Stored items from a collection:
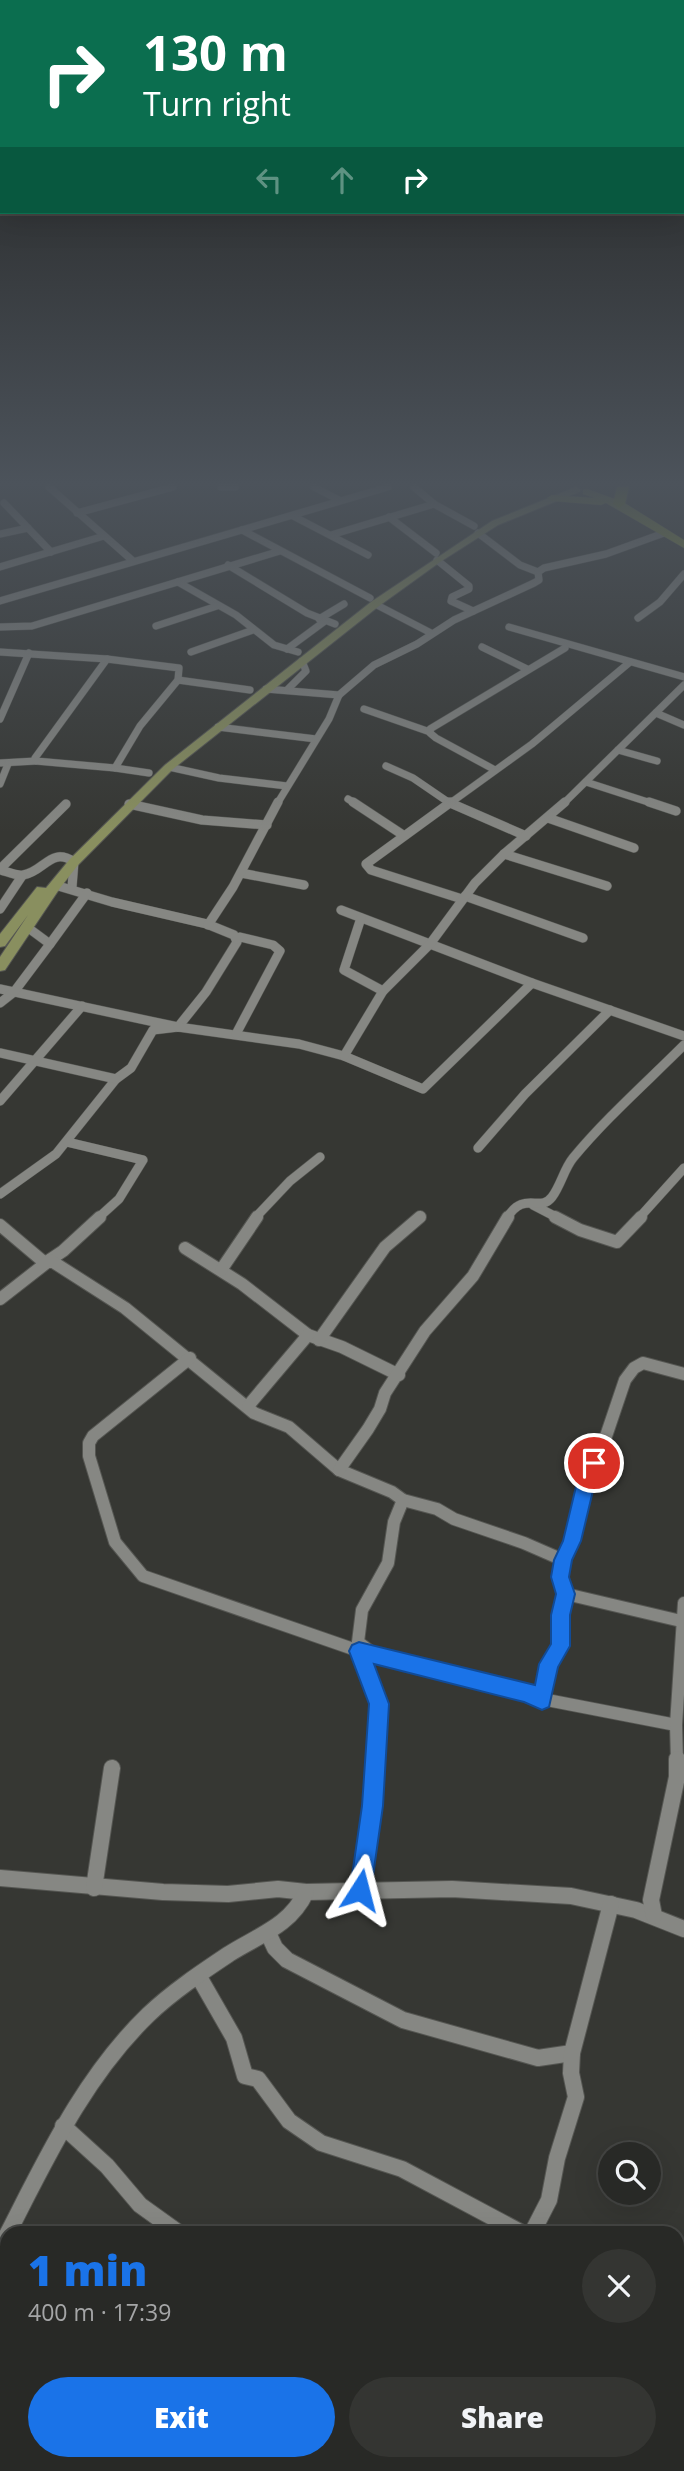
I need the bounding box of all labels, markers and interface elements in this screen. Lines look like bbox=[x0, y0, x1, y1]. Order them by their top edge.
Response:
text: 130 m bbox=[143, 19, 288, 85]
icon: right bbox=[28, 28, 119, 119]
text: Turn right bbox=[143, 82, 291, 125]
icon: left bbox=[250, 161, 288, 199]
icon: ahead bbox=[323, 161, 361, 199]
icon: right bbox=[396, 161, 434, 199]
pin bbox=[564, 1433, 624, 1493]
icon: arrive bbox=[575, 1444, 613, 1482]
position arrow bbox=[323, 1853, 397, 1927]
map controls bbox=[598, 2142, 661, 2205]
button: search bbox=[598, 2142, 661, 2205]
text: 1 min bbox=[28, 2241, 147, 2298]
button: close bbox=[582, 2249, 656, 2323]
text: 400 m · 17:39 bbox=[28, 2296, 171, 2328]
button: Exit bbox=[28, 2377, 335, 2457]
button: Share bbox=[349, 2377, 656, 2457]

Assigned task: Only the text of the records above is to be reproduced, exactly as given; the pictures are dropped.

Problem solution:
I need the bounding box of all labels, markers and interface elements in this screen. Lines look like bbox=[x0, y0, x1, y1]. Order them by their top edge.
Response:
text: 130 m bbox=[143, 19, 288, 85]
icon: right bbox=[28, 28, 119, 119]
text: Turn right bbox=[143, 82, 291, 125]
icon: left bbox=[250, 161, 288, 199]
icon: ahead bbox=[323, 161, 361, 199]
icon: right bbox=[396, 161, 434, 199]
pin bbox=[564, 1433, 624, 1493]
icon: arrive bbox=[575, 1444, 613, 1482]
position arrow bbox=[323, 1853, 397, 1927]
map controls bbox=[598, 2142, 661, 2205]
button: search bbox=[598, 2142, 661, 2205]
text: 1 min bbox=[28, 2241, 147, 2298]
button: close bbox=[582, 2249, 656, 2323]
text: 400 m · 17:39 bbox=[28, 2296, 171, 2328]
button: Exit bbox=[28, 2377, 335, 2457]
button: Share bbox=[349, 2377, 656, 2457]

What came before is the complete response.